L’empire s’effondre de l’intérieur
Les conséquences s’accumulent. La dette publique explose. Les classes moyennes s’effondrent, les inégalités montent. Les guerres s’enchaînent sans victoire claire. Les infrastructures vieillissent. La société se fracture. C’est dans ce contexte que Trump arrive, d’abord en 2016, puis en 2024.
Son message est simplissime: America First. Make America Great Again. Il n’a pas inventé le problème. Il l’a simplement nommé.
Le démantèlement de l’empire
Quand Trump arrive au pouvoir, il s’attaque au fondement même de cet empire. Pourquoi dépenser des fortunes pour défendre l’Europe, le Japon ou l’Ukraine, alors qu’on a ses propres problèmes? Il menace de sortir de l’OTAN ou du moins d’arrêter de la financer à 75%. Il se retire des accords internationaux: climat, Iran, commerce. Il met la pression sur les alliés: vous voulez notre protection? Payez.

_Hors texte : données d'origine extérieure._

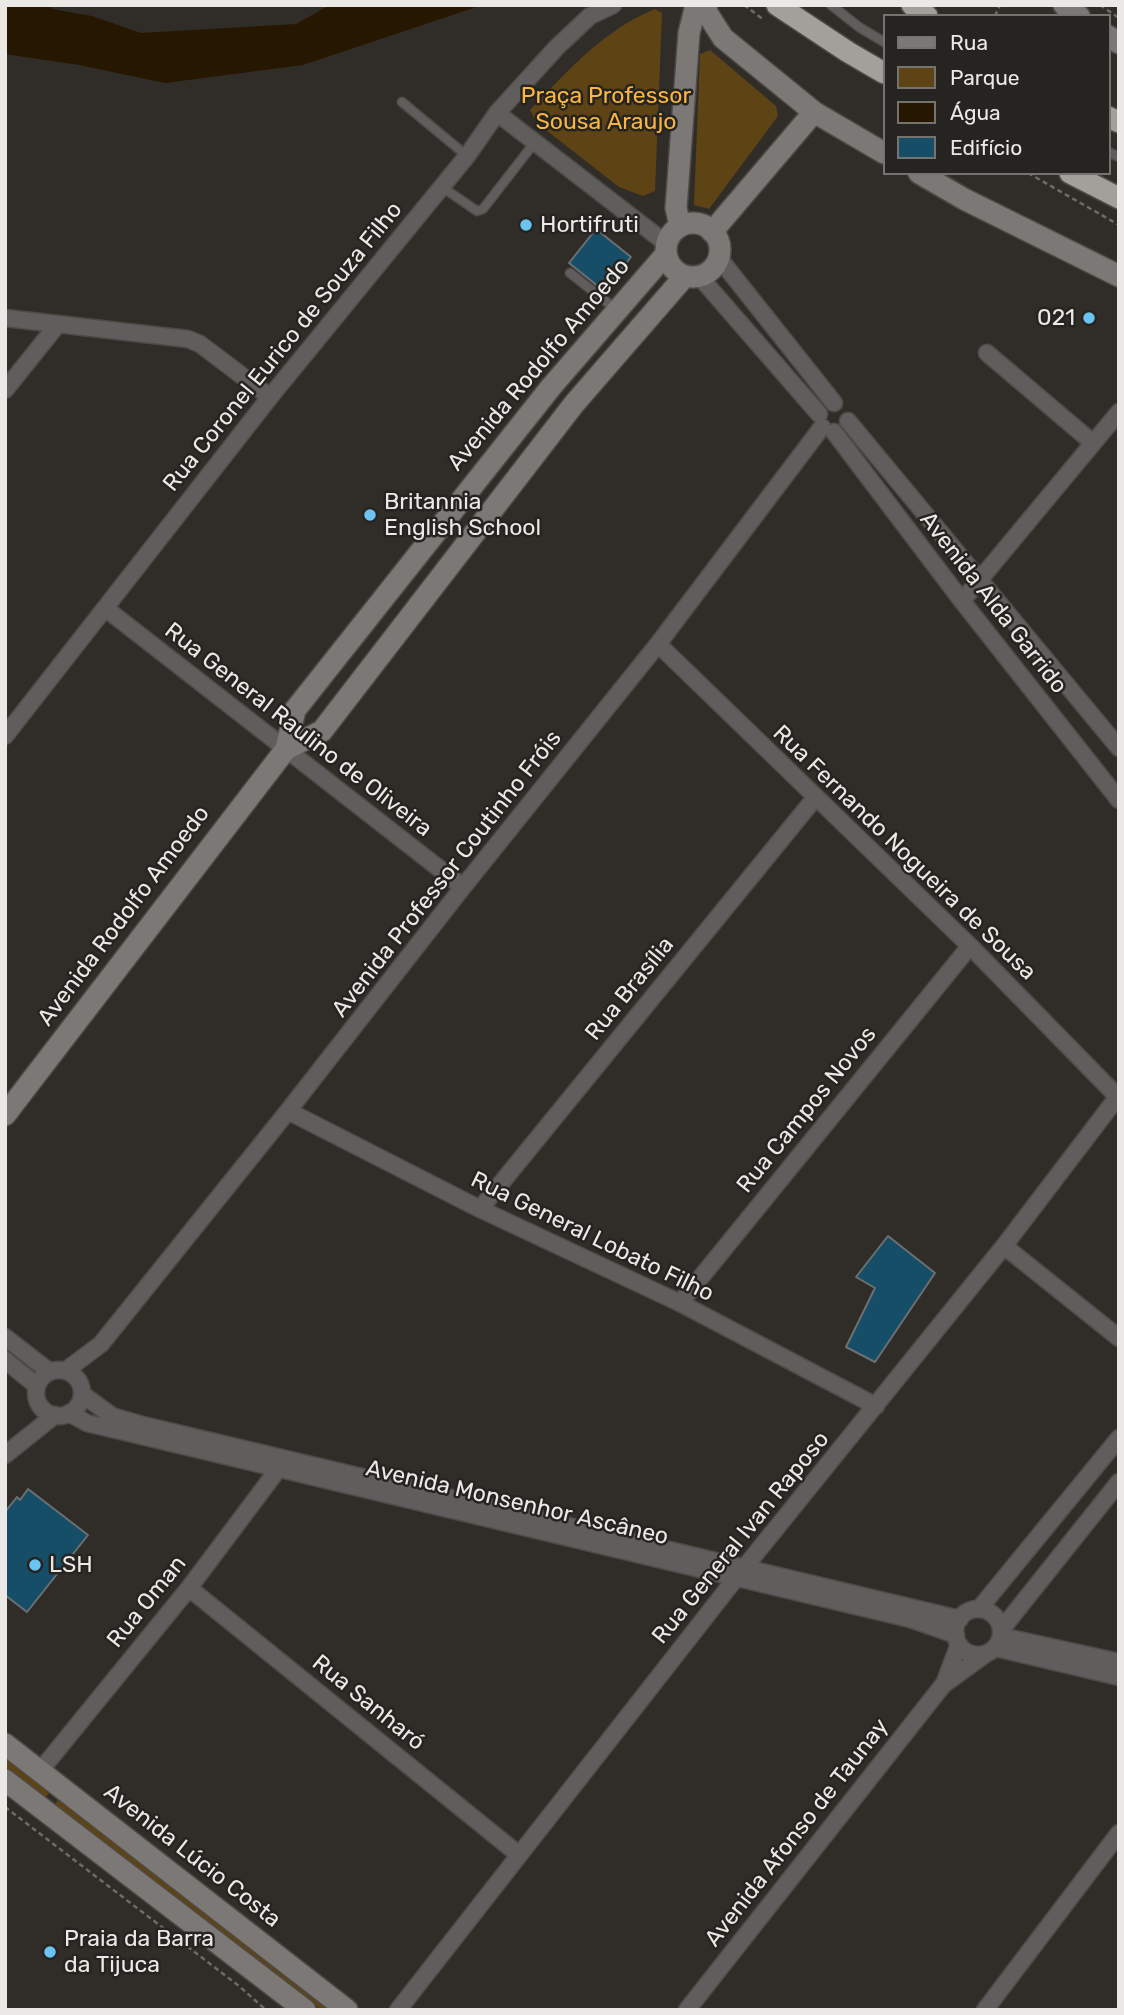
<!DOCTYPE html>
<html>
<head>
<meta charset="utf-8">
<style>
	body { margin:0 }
	#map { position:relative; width:1124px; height:2015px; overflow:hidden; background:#302d29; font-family:Rubik,sans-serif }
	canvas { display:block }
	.frame { position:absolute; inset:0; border:7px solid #ebe9e6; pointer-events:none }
	.legend { position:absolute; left:883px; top:14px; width:228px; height:161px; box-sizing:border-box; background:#262420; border:2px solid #75736f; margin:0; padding:9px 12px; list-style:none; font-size:21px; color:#ebe9e6 }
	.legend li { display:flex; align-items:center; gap:14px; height:35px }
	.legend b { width:35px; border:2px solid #75736f }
</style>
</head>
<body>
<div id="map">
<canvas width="1124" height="2015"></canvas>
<div class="frame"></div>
<ul class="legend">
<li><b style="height:9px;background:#7b7875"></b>Rua</li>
<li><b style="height:19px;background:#5e4314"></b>Parque</li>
<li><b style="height:19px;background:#261700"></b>Água</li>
<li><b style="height:19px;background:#164d67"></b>Edifício</li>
</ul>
</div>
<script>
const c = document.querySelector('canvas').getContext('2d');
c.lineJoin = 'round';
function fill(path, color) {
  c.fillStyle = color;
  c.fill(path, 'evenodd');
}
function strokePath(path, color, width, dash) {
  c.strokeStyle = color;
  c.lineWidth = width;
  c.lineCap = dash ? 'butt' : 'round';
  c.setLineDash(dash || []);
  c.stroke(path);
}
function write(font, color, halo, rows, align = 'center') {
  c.font = font + ' Rubik,sans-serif';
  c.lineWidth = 5;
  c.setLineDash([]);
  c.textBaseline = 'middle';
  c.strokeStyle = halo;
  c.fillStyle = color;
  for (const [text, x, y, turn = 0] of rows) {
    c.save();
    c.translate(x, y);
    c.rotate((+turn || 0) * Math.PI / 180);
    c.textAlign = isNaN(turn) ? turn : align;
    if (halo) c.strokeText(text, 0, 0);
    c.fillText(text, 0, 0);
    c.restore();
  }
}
const green = new Path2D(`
	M655,9L662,13L655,191L643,196L619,187L537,123L530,110C568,71 603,30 655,9Z
	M710,50L776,106L778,116L709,209L694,205L700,54Z
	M5,1758L50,1792L45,1798L5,1767Z
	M59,1799L332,2010H321L54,1805Z`);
const water = new Path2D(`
	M5,5H49L52,9L92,16L141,33L296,24L330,5H482L303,65L165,83L79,65L5,54Z`);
const building = new Path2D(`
	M596,229L631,257L604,291L569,263Z
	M888,1236L935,1273L875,1362L846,1347L875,1288L856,1277Z
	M28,1489L88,1535L27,1612L5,1595V1512L17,1497L20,1500Z`);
const path = new Path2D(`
	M744,5L764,20
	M1100,5L1119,18
	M995,16L1000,5
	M1028,173L1119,225
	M5,1807L239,1986L266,2010`);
const lane = new Path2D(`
	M831,5L859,27L884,42
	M402,102L467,156
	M1108,152L1119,157
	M442,187L477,211L483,209L535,142
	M570,273L617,310`);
const street = new Path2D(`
	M497,113L667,244
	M719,258L834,403
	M700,277L819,414
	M5,318L188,339L200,344L270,397
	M987,353L1093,443
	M5,390L58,324
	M848,421L1119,748
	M834,432L962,601L1119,800
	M962,601L1119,412
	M105,608L463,887
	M658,644L970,946L1117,1096
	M5,736L270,397L467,156L497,113L557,47L590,16L613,5
	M288,1111L480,1209L680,1303L876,1406
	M480,1209L815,798
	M1004,1246L1119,1338
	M680,1303L970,946
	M5,1337L50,1372
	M5,1360L37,1386
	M36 1393a23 23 0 1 1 46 0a23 23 0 1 1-46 0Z
	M65,1371L101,1344L288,1111L463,887L658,644L822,427
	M82,1394L112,1416L143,1425L960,1619
	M69,1413L87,1423L910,1619L956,1635
	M5,1455L55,1415
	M189,1588L518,1854
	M979,1609L1119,1438
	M955 1632a23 23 0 1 1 46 0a23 23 0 1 1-46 0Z
	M1001,1630L1119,1482
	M1001,1636L1119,1662
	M996,1648L1119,1677
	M944,1684L959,1644
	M40,1771L189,1588L282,1464
	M398,2010L736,1578L1004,1246L1119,1095
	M687,2010L943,1685L987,1653
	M985,2010L1119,1833`);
const secondary = new Path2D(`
	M706,5L707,13L723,38L814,112L884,153
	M1064,5L1079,16
	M1108,36L1119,43
	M919,173L964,199L1119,276
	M666 250a27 27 0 1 1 54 0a27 27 0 1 1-54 0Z
	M680,226L676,208L689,33L696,5
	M712,232L814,112
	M286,749L295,710L551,387L666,254
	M5,1115L286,749L322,731L574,404L685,276
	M5,1744L347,2010
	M5,1780L305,2010`);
const highway = new Path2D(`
	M777,5L848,52L884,73
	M912,5L927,16
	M1108,117L1119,122
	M1070,173L1119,198`);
const markers = [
	[526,225,7,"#6ac3f1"],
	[1089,318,7,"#6ac3f1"],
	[370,515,7,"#6ac3f1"],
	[35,1565,7,"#6ac3f1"],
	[50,1952,7,"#6ac3f1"]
];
const parkNames = [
	["Praça Professor",606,96],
	["Sousa Araujo",606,122]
];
const poiNames = [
	["Hortifruti",540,225],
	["021",1075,318,"right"],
	["Britannia",384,502],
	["English School",384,528],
	["LSH",49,1565],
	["Praia da Barra",64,1939],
	["da Tijuca",64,1965]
];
const streetNames = [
	["Rua Coronel Eurico de Souza Filho",283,347,-51],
	["Avenida Rodolfo Amoedo",539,365,-50],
	["Avenida Alda Garrido",993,603,52],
	["Rua General Raulino de Oliveira",298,730,38],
	["Rua Fernando Nogueira de Sousa",904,853,44],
	["Avenida Professor Coutinho Fróis",447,874,-52],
	["Avenida Rodolfo Amoedo",124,916,-53],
	["Rua Brasília",630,989,-51],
	["Rua Campos Novos",807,1110,-51],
	["Rua General Lobato Filho",592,1237,26],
	["Avenida Monsenhor Ascâneo",517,1503,13],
	["Rua General Ivan Raposo",741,1538,-51],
	["Rua Oman",147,1602,-51],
	["Rua Sanharó",368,1703,39],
	["Avenida Afonso de Taunay",797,1833,-52],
	["Avenida Lúcio Costa",192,1856,38]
];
fill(green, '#5e4314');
fill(water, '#261700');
fill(building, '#164d67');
strokePath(building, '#6b7073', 2);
strokePath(lane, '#4e4b47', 11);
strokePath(street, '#4e4b47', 19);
strokePath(secondary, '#4e4b47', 24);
strokePath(highway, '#4e4b47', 24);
strokePath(path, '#6e6b67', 2.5, [5, 3.5]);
strokePath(lane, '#5f5e5c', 8);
strokePath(street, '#5f5e5c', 16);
strokePath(secondary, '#7b7875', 21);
strokePath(highway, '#a39f9a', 21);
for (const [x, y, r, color] of markers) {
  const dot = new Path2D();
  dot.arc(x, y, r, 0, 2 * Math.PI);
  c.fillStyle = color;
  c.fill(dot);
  strokePath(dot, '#262420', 2.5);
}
write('23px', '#f9b642', '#262420', parkNames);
write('23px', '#ebe9e6', '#262420', poiNames, 'left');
write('23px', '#ebe9e6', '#262420', streetNames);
</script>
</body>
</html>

Il lance une guerre commerciale contre la Chine et le monde pour réinstaller des usines aux États-Unis. Il relance la production nationale, notamment d’énergie. Drill baby, drill, comme il dit. Ce n’est pas une politique étrangère ordinaire, c’est une politique intérieure projetée à l’extérieur.
La transition chaotique
Sauf que les empires ne se replient jamais tranquillement. Ils laissent un vide, et ce vide se remplit toujours de chaos. Le Royaume-Uni après 1945? Palestine, Inde-Pakistan, Malaisie. La Russie après 1991? Pauvreté, guerres civiles, chaos. Et les États-Unis? Retrait militaire, montée des tensions régionales. Le monde entier était organisé autour de cet empire. Si l’empire se retire, tout l’équilibre géopolitique se réorganise.
L’Europe exposée
Et l’Europe dans tout ça? Le problème, c’est que tout notre modèle repose sur cet empire américain. L’OTAN nous assure la sécurité depuis 70 ans. Le dollar finance nos importations d’énergie et matières premières. Les États-Unis contrôlent les satellites, les données, la tech, les GAFAM. En gros, ils tiennent tous les câbles.
Mais si l’Amérique se retire? On découvre qu’on n’a ni armée autonome, ni accès à l’énergie, ni industrie stratégique capable de survivre sans subventions. La vraie question devient très simple: on fait quoi si le patron s’en va?
Retour du monde réel
Ce que ce repli annonce, ce n’est pas juste une réorganisation. C’est un retour au monde d’avant l’illusion globaliste. Un monde de blocs régionaux. Un monde de rareté: ressources, énergie, capacités industrielles. Un monde de rapports de forces directs.
Le village mondial est mort, parce que le taulier s’en va.
Trump n’est que le symptôme
On peut débattre de son style, ses excès, ses tweets. Mais Trump n’a pas inventé ce basculement. Il révèle une vérité que beaucoup refusent de voir: l’empire américain ne tient plus. Et pour limiter le chaos, l’Amérique doit redevenir une nation.
Moins présente. Moins généreuse. Moins prévisible. Plus centrée sur elle-même. Pour nous, Européens, c’est un réveil brutal. Pendant 70 ans, on a construit notre sécurité, notre prospérité, notre confort sur un empire qui va disparaître.